Entscheidungsstichwort (Thema)
Zollkodex, Nacherhebung von Einfuhr- oder Ausfuhrabgaben, Buchmäßige Erfassung der Zollschuld, Frist der Mitteilung der Zollschuld gegenüber dem Schuldner
Leitsatz (amtlich)
1. Auf die nach dem 1. Januar 1994 begonnene Erhebung einer Zollschuld, die vor diesem Datum entstanden ist, sind nur die Verfahrensbestimmungen in den Artikeln 217 bis 232 der Verordnung (EWG) Nr. 2913/92 des Rates vom 12. Oktober 1992 zur Festlegung des Zollkodex der Gemeinschaften anwendbar.
2. Artikel 221 Absatz 1 der Verordnung Nr. 2913/92 verlangt, dass der Betrag der Einfuhr- oder Ausfuhrabgaben buchmäßig erfasst wird, bevor er dem Schuldner mitgeteilt wird.
3. Mit dem Ablauf der in Artikel 221 Absatz 3 der Verordnung Nr. 2913/92 vorgesehenen Frist verjährt, vorbehaltlich der in dieser Vorschrift vorgesehenen Ausnahme, der Anspruch auf Entrichtung der Zollschuld, was der Verjährung der Schuld selbst und damit ihrem Erlöschen gleichkommt.
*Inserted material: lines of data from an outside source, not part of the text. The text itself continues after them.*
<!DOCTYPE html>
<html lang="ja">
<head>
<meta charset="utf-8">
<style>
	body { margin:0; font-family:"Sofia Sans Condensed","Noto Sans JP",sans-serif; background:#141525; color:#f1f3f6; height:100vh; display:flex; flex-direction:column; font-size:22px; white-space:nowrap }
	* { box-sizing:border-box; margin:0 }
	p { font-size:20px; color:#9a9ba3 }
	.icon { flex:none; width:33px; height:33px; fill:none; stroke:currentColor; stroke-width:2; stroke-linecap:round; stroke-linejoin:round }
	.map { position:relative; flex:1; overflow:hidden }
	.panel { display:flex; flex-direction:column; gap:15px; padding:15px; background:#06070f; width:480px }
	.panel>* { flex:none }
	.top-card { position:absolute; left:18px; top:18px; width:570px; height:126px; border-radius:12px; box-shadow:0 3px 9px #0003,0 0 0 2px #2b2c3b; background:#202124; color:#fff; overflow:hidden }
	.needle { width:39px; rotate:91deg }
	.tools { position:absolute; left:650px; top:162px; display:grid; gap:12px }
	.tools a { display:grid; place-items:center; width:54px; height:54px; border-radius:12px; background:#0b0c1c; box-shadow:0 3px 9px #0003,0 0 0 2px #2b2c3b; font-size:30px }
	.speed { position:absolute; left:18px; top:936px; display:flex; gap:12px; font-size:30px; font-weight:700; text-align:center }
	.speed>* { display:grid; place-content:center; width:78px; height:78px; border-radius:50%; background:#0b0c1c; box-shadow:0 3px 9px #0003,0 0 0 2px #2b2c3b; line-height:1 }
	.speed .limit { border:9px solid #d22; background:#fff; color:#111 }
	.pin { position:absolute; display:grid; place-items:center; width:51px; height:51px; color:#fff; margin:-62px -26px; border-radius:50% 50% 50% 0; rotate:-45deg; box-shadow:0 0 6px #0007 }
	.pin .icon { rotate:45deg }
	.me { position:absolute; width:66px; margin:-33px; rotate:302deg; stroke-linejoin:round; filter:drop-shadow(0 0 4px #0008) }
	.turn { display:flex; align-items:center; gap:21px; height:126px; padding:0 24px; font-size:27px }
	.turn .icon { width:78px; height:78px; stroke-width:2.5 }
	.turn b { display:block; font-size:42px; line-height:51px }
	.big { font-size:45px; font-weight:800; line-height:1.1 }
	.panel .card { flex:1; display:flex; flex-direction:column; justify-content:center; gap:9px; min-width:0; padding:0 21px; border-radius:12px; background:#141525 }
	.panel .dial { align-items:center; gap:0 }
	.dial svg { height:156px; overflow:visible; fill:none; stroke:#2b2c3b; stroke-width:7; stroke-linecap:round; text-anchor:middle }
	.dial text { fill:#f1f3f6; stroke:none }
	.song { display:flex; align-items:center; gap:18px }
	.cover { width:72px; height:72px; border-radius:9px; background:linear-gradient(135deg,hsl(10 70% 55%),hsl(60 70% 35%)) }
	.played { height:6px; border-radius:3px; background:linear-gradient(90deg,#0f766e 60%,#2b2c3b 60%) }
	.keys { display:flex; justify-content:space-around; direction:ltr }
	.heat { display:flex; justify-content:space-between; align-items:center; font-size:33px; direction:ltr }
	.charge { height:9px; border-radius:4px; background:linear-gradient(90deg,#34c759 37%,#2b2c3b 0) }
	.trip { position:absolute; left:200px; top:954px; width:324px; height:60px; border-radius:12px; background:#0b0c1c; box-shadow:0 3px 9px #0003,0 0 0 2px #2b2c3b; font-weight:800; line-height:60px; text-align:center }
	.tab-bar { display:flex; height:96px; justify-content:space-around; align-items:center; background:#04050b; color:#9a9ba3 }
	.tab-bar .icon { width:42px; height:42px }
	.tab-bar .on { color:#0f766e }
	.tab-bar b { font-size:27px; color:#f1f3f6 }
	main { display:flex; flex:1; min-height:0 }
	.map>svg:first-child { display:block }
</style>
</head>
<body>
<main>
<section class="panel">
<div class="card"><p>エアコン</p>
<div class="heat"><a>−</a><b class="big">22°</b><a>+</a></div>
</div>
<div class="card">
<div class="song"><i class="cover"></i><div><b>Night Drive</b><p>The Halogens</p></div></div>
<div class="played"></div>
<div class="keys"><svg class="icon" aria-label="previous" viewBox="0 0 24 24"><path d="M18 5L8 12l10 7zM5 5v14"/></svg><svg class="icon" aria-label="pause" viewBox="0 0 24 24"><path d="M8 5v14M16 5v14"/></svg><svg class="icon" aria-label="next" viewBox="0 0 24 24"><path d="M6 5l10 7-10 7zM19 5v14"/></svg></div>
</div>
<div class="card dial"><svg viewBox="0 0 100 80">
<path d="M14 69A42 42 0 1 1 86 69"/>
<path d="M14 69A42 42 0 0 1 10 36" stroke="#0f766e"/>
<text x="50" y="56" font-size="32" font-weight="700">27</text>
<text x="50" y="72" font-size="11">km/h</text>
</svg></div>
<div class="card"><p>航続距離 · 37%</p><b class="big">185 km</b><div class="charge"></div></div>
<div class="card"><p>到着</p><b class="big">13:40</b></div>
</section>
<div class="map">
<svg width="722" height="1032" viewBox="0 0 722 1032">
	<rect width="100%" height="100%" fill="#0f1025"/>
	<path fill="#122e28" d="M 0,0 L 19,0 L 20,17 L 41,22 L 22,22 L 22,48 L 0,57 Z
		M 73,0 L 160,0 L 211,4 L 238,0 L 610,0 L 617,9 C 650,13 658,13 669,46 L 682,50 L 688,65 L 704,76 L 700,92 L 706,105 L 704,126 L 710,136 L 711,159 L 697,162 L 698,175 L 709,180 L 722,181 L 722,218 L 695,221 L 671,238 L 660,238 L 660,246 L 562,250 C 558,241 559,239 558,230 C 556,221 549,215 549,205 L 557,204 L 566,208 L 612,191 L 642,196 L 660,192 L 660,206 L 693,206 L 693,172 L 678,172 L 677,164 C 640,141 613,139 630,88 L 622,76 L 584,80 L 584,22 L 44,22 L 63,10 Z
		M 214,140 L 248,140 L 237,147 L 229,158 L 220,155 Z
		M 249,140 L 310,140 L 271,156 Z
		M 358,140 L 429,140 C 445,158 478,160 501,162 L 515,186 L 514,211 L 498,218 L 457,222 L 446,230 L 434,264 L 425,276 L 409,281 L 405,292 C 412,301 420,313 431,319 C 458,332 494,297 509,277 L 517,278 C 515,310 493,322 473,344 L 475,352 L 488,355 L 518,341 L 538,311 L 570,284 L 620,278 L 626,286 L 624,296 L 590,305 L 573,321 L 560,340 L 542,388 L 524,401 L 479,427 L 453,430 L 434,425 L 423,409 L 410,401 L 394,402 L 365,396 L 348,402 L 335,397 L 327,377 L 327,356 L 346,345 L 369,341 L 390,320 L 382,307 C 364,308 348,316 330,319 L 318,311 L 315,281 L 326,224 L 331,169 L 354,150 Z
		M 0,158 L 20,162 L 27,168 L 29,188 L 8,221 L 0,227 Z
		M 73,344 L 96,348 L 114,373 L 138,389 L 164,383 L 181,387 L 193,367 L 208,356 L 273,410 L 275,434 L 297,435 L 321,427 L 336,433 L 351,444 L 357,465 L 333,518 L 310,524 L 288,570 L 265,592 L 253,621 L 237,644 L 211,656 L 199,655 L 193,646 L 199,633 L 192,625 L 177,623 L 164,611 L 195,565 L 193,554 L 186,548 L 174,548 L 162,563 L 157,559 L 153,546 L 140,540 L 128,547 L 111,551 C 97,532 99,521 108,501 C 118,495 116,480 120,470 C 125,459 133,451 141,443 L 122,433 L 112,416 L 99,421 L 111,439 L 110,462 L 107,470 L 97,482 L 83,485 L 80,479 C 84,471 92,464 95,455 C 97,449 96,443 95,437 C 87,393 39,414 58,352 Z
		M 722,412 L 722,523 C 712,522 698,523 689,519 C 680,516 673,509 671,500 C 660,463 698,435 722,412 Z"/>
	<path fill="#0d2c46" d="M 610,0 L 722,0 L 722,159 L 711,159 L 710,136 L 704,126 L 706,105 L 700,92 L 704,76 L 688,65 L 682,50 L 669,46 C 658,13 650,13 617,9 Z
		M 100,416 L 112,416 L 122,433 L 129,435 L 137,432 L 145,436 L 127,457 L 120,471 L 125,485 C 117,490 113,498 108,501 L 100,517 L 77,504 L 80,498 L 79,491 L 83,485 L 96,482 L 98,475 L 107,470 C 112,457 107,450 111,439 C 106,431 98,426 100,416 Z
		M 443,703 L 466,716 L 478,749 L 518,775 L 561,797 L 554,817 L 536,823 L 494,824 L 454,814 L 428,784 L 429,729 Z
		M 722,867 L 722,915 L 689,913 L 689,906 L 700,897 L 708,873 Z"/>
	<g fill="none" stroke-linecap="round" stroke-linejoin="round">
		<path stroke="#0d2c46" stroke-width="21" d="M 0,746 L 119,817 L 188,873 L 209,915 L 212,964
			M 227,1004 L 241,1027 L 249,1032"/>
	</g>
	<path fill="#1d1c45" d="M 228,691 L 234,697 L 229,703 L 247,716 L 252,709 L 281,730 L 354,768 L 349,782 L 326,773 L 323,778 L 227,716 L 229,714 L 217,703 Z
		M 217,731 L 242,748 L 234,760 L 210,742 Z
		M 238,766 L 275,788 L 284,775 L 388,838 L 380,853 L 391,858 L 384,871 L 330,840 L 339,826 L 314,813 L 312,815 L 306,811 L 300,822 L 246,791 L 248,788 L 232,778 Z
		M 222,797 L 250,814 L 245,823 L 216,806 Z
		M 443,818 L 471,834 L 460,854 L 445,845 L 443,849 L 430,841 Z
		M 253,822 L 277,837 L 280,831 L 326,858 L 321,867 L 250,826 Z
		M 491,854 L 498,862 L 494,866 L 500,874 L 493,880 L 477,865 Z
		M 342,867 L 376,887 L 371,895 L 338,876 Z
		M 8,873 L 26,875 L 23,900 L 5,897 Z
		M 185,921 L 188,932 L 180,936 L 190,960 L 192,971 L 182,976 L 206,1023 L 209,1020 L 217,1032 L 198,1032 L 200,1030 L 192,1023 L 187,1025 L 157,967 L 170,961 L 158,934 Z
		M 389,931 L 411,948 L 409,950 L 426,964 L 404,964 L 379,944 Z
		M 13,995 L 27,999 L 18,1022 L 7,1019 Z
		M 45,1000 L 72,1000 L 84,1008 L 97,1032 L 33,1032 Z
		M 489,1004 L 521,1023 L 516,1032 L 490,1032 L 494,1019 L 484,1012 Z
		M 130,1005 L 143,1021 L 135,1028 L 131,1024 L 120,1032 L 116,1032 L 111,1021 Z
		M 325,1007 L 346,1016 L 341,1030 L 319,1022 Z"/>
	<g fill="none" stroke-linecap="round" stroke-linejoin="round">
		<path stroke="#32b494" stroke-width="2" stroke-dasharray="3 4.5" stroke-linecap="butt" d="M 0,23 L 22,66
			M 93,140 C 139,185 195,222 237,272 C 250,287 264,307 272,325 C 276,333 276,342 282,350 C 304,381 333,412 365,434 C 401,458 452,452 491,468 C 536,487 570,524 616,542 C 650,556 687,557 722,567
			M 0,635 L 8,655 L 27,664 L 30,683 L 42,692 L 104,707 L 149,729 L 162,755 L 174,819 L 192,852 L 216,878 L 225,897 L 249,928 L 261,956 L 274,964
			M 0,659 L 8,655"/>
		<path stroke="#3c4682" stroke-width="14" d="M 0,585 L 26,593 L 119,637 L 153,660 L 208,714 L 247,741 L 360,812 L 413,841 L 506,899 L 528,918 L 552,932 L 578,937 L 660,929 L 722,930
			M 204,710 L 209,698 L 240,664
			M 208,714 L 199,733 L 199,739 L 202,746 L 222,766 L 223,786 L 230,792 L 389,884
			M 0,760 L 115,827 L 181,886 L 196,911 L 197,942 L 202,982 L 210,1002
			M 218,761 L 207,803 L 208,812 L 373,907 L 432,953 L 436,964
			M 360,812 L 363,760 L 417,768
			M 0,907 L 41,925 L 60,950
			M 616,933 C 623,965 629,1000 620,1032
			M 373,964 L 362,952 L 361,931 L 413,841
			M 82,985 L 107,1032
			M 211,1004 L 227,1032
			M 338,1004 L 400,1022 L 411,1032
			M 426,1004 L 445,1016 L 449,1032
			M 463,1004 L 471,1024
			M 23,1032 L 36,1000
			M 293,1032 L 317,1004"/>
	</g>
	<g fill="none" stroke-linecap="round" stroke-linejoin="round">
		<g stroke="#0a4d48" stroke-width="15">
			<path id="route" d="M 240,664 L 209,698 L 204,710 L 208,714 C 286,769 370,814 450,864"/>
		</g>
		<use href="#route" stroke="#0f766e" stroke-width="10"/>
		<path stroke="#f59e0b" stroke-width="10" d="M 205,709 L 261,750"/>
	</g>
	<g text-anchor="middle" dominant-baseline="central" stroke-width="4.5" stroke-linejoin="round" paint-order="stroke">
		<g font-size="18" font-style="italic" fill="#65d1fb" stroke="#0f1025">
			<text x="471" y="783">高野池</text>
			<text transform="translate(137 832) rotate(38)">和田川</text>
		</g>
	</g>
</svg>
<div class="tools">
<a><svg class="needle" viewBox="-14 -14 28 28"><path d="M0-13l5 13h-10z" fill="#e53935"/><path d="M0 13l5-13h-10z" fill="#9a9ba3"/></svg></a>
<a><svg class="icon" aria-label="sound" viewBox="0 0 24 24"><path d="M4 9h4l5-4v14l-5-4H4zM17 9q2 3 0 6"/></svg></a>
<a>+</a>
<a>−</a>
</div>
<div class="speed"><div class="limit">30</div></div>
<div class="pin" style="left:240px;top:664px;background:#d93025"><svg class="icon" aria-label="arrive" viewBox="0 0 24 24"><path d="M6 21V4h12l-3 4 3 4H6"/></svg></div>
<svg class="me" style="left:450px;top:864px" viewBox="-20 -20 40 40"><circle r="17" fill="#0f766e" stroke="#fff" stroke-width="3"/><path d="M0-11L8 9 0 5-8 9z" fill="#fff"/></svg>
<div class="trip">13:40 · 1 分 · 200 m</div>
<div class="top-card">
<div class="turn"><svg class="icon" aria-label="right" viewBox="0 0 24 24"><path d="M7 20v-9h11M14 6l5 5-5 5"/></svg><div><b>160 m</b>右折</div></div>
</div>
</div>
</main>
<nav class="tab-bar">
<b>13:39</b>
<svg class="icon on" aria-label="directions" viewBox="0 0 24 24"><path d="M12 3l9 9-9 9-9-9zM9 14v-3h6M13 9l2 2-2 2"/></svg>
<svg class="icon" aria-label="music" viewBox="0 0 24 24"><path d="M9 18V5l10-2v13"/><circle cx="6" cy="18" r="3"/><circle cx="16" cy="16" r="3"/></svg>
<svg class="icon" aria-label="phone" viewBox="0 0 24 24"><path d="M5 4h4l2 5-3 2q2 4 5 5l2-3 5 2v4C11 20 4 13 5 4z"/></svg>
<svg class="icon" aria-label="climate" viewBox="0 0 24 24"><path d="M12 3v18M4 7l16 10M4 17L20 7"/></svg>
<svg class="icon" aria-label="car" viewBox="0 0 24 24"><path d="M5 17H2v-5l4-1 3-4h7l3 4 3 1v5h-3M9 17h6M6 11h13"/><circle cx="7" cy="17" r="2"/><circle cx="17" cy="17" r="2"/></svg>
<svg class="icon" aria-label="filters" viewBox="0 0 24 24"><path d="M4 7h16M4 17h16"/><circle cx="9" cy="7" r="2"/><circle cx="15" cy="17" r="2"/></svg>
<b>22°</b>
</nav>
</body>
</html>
Aufgrund dieser Regelung ist Artikel 221 Absatz 3 anders als Artikel 221 Absätze 1 und 2 als materielle Bestimmung anzusehen und ist daher nicht auf die Erhebung einer vor dem 1. Januar 1994 entstandenen Zollschuld anwendbar. Ist eine Zollschuld vor dem 1. Januar 1994 entstanden, so unterliegt sie nur den zu diesem Zeitpunkt geltenden Verjährungsregeln, selbst wenn das Verfahren zur Erhebung der Schuld nach dem 1. Januar 1994 eingeleitet wurde.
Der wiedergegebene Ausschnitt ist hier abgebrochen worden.